The first 100 days of the Trump presidency were a rollercoaster of fun and existential terror for many. That doesn’t appear likely to change anytime soon, especially after a new report that the President himself was “directly involved” in trying to suss out who embarrassed him by tweeting out photos comparing the crowd sizes at his inauguration and Obama’s in 2009.
After Sean Spicer famously insisted the crowd size at Trump’s inauguration was bigger during his first press briefing, Reince Priebus said it was the media’s fault, and Trump complained about media coverage of the crowd sizes in front of the memorial wall at CIA headquarters, in a matter of days, it seemed the story ran its course. However, thanks to a FOIA request, we now know that Trump himself put pressure on anyone he could to unmask the rogue tweeter behind the infamous National Parks Service tweet that showed the stark difference in crowd sizes. Per CBS:
“Obviously, this has become a very sensitive issue, especially since the President has gotten directly involved and contacted Acting Director Mike Reynolds concerned about one of the images that was retweeted,” wrote Tim Cash, Chief of Digital Strategy at the National Park Service in a Jan. 21 email to Shaun Cavanaugh, the agency’s Chief Information Security Officer.
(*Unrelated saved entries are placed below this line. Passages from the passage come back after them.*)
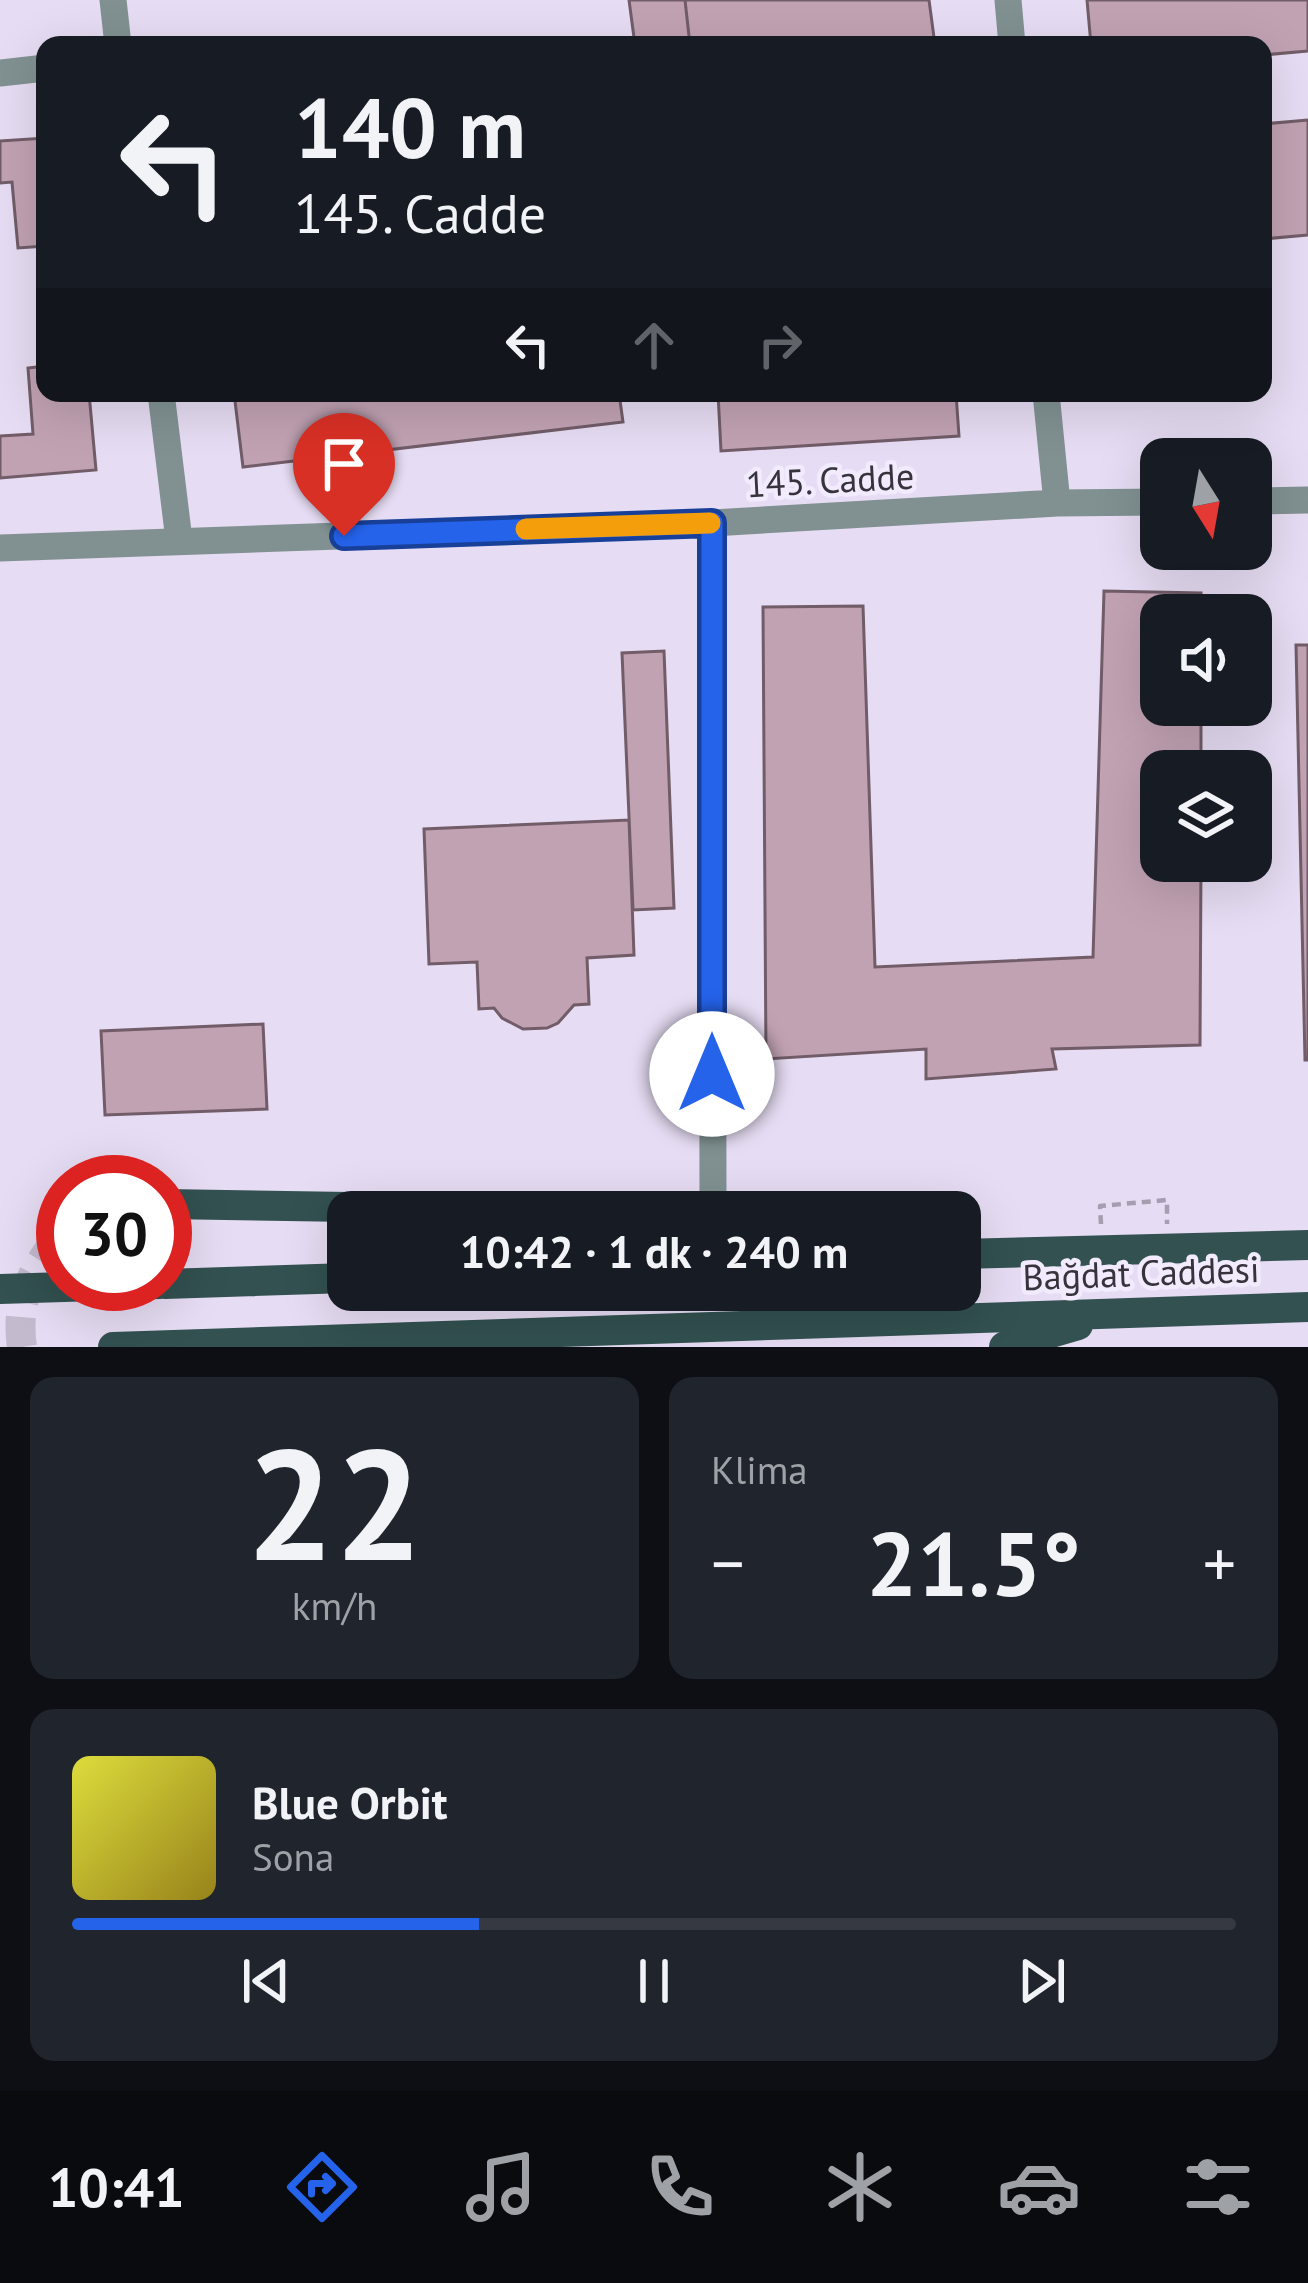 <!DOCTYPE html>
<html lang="tr">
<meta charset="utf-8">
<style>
body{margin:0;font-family:"PT Sans",sans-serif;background:#20242c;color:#f1f3f6;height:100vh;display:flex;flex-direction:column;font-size:45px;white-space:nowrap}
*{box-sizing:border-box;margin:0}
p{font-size:39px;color:#9ea1a6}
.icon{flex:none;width:66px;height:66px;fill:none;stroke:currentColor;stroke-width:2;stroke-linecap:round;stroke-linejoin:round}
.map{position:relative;height:1347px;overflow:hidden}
.sheet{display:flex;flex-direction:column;gap:30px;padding:30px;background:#0d0f14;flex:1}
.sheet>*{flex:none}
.banner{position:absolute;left:36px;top:36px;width:1236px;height:366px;border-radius:24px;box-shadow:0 12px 48px #0002;background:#171b24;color:#f1f3f6;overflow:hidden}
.needle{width:78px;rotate:169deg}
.buttons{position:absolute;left:1140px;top:438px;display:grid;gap:24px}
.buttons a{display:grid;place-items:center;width:132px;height:132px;border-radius:24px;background:#171b24;box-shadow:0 12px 48px #0002;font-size:60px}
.speed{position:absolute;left:36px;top:1155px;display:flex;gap:24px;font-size:60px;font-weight:700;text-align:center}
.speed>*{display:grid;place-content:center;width:156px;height:156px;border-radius:50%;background:#171b24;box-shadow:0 12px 48px #0002;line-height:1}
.speed .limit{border:18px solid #d22;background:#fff;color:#111}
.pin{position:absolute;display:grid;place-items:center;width:102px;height:102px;color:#fff;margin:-123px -51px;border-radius:50% 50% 50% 0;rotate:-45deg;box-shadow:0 0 12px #0007}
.pin .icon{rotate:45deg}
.me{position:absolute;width:132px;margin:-66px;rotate:0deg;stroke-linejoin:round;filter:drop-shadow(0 0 9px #0008)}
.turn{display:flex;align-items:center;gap:42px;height:252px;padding:0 60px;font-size:54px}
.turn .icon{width:156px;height:156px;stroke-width:2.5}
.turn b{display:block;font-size:84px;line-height:102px}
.lanes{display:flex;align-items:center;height:114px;padding:0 60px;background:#0003;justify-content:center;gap:60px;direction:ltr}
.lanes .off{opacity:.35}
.big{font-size:90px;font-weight:800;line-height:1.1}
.sheet .card{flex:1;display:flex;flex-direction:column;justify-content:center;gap:18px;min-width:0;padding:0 42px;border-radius:24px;background:#20242c}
.sheet .dial{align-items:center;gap:0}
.dial b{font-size:156px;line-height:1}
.song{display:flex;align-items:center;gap:36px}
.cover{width:144px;height:144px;border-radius:18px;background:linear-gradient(135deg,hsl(60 70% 55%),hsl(50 70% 35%))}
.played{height:12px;border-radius:6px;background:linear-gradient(90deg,#2563eb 35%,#363941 35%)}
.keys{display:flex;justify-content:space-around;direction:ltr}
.heat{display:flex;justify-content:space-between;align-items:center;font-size:66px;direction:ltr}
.sheet .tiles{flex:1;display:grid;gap:30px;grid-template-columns:1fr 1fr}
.card:last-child{grid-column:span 2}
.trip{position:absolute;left:327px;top:1191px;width:654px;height:120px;border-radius:24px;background:#171b24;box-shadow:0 12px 48px #0002;font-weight:800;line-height:120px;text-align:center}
.tab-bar{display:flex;height:192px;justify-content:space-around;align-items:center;background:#090b0e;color:#9ea1a6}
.tab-bar .icon{width:84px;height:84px}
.tab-bar .current{color:#2563eb}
.tab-bar b{font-size:54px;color:#f1f3f6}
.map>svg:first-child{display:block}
.building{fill:#c1a2b3;stroke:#715c68;stroke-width:3}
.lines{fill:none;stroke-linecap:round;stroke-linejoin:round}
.major-tunnel{stroke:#c3bace;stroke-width:30;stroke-dasharray:30 15;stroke-linecap:butt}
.path{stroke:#a69eb0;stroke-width:4.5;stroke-dasharray:9 6;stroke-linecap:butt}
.minor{stroke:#819191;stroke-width:27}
.major{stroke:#325150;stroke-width:30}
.route-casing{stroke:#184099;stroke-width:30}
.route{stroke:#2563eb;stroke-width:21}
.slow{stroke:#f59e0b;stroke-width:21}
.labels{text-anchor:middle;stroke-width:9;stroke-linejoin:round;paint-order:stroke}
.street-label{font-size:36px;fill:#37333c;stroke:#f2eafd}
</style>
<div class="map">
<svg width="1308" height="1347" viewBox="0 0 1308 1347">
<rect width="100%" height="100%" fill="#e6dcf3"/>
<!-- building -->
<path class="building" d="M629,0h56l5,45h-55z
M685,0h244l6,45h-245z
M1087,0h221v51l-45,4v-10h-172z
M597,39l1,6h-53z
M1308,120v115l-45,4v-115z
M45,138v108l-27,2 -6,-66 -12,1v-42z
M45,366v27h44l7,77 -96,8v-42l33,-2 -5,-66z
M234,393h385l4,29 -380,45z
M718,393h238l3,43 -238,15z
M1104,591l97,2v22h-40v90h40v66h-40v90h40l-1,184 -148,4 4,20 -130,10v-30l-160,10 -3,-452 100,-1 12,361 218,-10z
M1296,645h12v415h-3z
M664,651l10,257 -41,2 -11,-257z
M629,820l5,135 -47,3 2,46 -15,1 -16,18 -11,5 -24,1 -21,-11 -8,-10 -15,1 -2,-47 -48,2 -5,-135z
M263,1024l4,85 -162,6 -4,-84z"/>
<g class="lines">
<!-- major-tunnel -->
<path class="major-tunnel" d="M22,1347c-6,-41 6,-70 31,-102"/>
<!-- path -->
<path class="path" d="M1101,1224l-1,-18 67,-6v24"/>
<!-- minor -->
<path class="minor" d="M113,0l5,45
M1008,0l4,45
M0,73l45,-5
M161,393l18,147
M1046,393l11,110
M1251,501l57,-1
M712,523l1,689
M0,548l712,-25 345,-20 104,-1"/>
<!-- major -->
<path class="major" d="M165,1204l513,8
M53,1245l10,-9
M960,1254l348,-9
M165,1284l183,-6
M0,1289l160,-5
M113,1347l1195,-40
M1004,1347l74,-22"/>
</g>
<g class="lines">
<defs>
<path id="route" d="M344,536l368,-13v551"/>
</defs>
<!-- route casing -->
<use href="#route" class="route-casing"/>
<!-- route -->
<use href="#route" class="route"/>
<!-- slow -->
<path class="slow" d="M526,529l184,-6"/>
</g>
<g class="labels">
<!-- street labels -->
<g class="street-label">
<text transform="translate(830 480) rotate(-3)" y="13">145. Cadde</text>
<text transform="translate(1141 1273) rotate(-2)" y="13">Bağdat Caddesi</text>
</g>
</g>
</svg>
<div class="buttons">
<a><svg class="needle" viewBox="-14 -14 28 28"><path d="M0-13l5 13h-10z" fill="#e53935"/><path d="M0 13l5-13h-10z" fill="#9ea1a6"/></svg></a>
<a><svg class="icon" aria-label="sound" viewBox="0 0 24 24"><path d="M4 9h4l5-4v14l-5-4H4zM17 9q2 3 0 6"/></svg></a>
<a><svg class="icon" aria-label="layers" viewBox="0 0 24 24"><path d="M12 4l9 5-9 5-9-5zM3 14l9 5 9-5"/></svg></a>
</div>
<div class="speed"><div class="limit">30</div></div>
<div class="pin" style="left:344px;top:536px;background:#d93025"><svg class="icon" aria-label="arrive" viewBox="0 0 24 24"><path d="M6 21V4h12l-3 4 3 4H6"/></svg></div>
<svg class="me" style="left:712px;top:1074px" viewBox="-20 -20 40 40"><circle r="19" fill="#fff"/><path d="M0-13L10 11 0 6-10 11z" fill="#2563eb"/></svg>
<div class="trip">10:42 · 1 dk · 240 m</div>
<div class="banner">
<div class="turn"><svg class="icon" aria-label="left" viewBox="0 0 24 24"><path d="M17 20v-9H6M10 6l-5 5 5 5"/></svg><div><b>140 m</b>145. Cadde</div></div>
<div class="lanes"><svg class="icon" aria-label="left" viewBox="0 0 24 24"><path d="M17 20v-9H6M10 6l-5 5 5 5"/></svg><svg class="icon off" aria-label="ahead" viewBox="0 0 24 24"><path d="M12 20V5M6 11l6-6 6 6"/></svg><svg class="icon off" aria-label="right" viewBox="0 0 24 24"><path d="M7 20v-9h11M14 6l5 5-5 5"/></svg></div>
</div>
</div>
<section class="sheet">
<div class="tiles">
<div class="card dial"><b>22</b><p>km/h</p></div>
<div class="card"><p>Klima</p>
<div class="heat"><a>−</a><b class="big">21.5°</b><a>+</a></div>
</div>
<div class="card">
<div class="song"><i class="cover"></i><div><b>Blue Orbit</b><p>Sona</p></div></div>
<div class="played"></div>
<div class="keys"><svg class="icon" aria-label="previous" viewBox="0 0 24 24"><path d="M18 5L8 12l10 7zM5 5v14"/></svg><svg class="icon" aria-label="pause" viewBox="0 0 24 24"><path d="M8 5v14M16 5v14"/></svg><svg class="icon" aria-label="next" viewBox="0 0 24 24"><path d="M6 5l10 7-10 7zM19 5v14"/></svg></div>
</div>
</div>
</section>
<nav class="tab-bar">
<b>10:41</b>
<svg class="icon current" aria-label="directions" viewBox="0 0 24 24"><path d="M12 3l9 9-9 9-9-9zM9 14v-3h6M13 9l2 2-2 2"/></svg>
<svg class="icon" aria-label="music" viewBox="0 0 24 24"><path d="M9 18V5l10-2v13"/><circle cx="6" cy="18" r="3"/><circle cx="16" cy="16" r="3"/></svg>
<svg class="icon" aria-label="phone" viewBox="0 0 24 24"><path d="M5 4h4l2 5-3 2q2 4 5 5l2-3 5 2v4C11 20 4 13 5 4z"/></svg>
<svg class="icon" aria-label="climate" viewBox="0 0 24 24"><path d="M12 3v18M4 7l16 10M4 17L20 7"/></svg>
<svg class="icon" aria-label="car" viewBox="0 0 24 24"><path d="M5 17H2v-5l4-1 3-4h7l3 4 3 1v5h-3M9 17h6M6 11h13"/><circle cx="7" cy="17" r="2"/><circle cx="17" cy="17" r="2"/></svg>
<svg class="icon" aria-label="filters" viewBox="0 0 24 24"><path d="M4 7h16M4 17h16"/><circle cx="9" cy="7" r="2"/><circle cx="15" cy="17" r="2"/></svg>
</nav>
Like some sort of C-grade spy thriller, the FOIA request also unearthed a memo describing the National Parks Services’ efforts to find the tweeter. After running down the ISP of the posts to northern California, the agency thought the post may have been an accidental posting of material meant for a personal account (which “has happened on multiple occasions in the past with other NPS social media accounts,” according to the memo), but the agency concluded the account might be compromised. Sounds like taxpayer-funded man hours well spent.